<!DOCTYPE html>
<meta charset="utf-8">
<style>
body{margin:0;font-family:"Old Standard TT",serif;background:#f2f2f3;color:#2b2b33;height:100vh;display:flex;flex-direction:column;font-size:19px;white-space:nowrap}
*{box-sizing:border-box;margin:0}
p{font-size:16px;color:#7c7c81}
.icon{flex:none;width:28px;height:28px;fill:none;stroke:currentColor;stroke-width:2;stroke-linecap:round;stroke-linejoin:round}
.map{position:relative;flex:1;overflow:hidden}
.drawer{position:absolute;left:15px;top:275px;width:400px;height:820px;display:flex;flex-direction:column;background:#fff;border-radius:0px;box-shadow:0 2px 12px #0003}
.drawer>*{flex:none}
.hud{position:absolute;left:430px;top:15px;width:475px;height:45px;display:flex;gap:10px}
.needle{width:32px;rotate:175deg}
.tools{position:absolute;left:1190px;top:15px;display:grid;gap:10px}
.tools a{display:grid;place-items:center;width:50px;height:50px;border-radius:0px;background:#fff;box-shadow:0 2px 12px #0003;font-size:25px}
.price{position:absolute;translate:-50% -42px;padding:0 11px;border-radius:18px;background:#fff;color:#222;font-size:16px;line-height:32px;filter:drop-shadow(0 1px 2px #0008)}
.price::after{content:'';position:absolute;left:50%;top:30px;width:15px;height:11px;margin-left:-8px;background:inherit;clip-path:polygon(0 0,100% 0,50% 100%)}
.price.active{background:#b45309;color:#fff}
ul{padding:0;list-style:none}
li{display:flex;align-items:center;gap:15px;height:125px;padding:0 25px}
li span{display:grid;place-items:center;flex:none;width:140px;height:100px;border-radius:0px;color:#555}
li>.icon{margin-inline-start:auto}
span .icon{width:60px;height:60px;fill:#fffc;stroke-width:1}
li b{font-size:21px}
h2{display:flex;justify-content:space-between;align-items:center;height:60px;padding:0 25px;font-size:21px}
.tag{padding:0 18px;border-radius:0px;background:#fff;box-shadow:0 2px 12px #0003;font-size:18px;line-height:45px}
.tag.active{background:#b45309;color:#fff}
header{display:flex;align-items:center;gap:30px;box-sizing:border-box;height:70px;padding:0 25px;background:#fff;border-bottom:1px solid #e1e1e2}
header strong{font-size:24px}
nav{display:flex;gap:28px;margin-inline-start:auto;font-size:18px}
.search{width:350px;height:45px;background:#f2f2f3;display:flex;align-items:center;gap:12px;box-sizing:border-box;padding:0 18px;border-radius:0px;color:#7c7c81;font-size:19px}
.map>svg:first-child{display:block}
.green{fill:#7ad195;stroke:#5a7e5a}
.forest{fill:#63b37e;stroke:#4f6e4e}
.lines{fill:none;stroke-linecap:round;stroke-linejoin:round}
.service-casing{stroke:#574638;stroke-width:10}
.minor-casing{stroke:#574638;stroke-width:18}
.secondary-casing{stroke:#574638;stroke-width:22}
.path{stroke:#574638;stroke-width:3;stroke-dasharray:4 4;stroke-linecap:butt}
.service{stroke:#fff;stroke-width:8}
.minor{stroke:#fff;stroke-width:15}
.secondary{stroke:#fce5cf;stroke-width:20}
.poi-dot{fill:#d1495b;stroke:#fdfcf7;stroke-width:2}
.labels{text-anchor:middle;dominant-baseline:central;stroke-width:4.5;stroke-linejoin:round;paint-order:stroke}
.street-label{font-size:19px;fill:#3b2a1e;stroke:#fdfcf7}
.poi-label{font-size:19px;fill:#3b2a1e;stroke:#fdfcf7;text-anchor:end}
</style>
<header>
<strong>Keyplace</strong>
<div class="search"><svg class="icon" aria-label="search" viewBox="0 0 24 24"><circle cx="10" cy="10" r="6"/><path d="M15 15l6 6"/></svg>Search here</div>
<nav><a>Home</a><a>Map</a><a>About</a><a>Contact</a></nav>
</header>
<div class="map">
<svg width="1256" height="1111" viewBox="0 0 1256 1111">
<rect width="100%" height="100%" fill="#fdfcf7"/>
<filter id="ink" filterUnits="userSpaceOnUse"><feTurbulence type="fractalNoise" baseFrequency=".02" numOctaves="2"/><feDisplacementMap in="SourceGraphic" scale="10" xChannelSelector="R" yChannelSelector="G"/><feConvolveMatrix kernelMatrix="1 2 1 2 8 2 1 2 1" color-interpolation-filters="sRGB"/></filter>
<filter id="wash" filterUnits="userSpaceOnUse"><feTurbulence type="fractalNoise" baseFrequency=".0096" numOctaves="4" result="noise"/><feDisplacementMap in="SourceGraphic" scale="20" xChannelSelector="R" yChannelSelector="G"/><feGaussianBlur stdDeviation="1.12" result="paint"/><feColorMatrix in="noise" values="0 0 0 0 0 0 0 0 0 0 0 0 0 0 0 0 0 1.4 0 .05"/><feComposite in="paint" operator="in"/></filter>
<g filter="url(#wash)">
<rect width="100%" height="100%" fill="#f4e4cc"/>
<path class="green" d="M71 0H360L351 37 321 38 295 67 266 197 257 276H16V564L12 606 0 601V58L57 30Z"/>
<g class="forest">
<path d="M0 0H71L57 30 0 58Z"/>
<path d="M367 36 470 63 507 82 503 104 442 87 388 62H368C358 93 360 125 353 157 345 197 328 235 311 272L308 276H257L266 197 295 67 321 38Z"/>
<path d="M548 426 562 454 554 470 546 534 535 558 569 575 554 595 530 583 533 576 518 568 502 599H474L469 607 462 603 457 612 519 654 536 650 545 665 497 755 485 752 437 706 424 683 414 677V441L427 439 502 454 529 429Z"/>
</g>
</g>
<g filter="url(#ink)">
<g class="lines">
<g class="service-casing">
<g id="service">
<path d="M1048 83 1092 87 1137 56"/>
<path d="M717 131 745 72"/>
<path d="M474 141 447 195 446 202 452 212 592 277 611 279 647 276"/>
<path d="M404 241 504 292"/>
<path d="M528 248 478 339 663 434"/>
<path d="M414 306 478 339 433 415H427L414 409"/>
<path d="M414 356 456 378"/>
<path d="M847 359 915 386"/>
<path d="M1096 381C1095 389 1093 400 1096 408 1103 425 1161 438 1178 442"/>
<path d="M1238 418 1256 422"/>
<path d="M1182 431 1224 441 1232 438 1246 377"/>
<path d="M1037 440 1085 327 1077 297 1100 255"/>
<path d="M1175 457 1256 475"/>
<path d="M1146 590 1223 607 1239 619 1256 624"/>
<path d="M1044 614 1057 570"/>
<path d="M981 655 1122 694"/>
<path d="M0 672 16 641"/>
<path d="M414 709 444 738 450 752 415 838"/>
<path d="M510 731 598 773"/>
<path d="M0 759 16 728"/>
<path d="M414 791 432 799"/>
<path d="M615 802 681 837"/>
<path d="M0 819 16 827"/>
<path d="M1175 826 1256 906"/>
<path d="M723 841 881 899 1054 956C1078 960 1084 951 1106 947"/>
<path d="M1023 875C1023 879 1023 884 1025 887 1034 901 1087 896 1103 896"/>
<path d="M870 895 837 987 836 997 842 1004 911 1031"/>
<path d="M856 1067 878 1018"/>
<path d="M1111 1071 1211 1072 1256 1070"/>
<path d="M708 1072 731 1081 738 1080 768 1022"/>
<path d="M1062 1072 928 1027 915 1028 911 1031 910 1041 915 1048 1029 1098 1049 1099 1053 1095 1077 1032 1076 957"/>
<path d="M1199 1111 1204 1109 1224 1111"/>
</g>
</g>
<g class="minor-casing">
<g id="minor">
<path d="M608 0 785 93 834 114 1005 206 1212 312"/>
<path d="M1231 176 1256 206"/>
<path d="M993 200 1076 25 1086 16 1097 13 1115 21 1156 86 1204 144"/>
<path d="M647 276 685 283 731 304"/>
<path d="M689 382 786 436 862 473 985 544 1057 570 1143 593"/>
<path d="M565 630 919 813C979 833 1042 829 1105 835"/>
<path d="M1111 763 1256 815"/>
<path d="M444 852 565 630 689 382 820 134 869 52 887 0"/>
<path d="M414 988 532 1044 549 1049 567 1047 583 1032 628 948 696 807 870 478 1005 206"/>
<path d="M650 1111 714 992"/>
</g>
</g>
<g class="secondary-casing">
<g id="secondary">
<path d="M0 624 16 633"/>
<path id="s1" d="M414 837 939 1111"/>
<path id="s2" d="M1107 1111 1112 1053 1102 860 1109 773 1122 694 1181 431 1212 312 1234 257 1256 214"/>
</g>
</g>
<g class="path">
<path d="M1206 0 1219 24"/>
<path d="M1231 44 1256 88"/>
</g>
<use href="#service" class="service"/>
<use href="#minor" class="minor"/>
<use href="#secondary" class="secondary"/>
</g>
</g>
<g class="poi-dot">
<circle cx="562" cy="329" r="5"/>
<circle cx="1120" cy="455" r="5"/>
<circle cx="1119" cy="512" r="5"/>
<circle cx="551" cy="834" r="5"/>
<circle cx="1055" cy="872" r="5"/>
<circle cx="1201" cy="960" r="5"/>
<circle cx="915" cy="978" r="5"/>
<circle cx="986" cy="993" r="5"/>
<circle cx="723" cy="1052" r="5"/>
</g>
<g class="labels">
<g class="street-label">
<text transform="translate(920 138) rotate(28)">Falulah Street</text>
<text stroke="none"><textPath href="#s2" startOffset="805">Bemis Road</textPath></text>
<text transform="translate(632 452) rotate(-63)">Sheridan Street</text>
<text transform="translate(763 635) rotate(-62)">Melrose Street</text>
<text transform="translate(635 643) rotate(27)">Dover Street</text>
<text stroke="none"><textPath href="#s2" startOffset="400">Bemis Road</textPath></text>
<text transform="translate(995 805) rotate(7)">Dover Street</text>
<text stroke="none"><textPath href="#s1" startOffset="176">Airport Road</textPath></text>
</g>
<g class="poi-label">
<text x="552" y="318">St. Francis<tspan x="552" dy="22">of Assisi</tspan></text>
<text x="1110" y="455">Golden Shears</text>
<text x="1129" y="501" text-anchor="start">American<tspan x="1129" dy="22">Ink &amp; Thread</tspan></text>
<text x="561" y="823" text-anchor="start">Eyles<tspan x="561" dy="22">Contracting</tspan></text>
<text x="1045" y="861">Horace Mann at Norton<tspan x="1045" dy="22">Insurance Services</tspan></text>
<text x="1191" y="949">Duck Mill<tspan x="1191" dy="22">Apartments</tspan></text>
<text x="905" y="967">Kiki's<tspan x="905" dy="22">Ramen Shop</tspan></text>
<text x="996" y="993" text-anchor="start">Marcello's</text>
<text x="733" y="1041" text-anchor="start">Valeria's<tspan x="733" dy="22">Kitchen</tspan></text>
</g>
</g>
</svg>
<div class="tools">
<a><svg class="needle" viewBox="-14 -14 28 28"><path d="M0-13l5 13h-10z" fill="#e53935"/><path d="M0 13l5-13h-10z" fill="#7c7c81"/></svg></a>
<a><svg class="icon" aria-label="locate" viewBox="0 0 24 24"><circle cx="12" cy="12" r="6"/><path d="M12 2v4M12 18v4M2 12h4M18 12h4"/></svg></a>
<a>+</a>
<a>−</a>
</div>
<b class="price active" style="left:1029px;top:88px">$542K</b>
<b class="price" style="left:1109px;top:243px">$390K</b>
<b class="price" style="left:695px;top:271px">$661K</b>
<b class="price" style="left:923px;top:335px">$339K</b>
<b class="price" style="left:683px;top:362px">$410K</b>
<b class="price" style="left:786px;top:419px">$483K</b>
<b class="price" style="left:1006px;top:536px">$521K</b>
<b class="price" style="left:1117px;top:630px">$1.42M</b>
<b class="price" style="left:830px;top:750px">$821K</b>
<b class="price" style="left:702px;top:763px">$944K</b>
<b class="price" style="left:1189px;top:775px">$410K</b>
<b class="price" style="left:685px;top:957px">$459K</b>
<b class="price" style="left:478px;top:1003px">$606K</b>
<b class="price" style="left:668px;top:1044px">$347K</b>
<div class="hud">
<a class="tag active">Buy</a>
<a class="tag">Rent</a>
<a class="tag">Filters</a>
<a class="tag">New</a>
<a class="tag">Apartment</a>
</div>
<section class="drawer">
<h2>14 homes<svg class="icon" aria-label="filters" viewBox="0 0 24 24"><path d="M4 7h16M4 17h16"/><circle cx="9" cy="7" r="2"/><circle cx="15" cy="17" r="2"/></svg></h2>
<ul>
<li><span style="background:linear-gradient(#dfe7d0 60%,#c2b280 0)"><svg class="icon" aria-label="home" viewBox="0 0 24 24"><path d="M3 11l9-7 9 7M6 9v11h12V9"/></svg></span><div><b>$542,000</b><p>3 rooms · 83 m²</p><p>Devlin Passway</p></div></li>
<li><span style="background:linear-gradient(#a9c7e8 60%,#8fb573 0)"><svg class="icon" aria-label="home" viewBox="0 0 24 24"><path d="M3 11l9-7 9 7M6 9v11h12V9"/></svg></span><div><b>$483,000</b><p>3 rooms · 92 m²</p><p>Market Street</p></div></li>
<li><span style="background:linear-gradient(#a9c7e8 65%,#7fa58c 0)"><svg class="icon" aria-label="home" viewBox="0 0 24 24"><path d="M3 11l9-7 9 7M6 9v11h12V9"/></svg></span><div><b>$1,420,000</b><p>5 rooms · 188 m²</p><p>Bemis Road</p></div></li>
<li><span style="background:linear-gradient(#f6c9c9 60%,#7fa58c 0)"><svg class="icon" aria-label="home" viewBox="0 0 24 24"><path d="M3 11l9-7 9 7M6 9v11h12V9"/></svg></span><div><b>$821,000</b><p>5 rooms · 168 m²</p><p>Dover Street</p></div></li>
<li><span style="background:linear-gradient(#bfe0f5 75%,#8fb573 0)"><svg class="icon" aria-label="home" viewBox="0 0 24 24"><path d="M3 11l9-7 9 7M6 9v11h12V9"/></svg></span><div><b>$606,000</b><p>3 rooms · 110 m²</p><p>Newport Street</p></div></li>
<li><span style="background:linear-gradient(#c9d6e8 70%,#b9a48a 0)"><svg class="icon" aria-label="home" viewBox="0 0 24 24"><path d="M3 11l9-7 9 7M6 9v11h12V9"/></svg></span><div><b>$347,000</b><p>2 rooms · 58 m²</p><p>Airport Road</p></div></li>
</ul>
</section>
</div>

* * * *

:: Exercise requirements ::
Find out how many lines in the listing contain the word "tools", and respond with that number only.

:: Answer space ::
3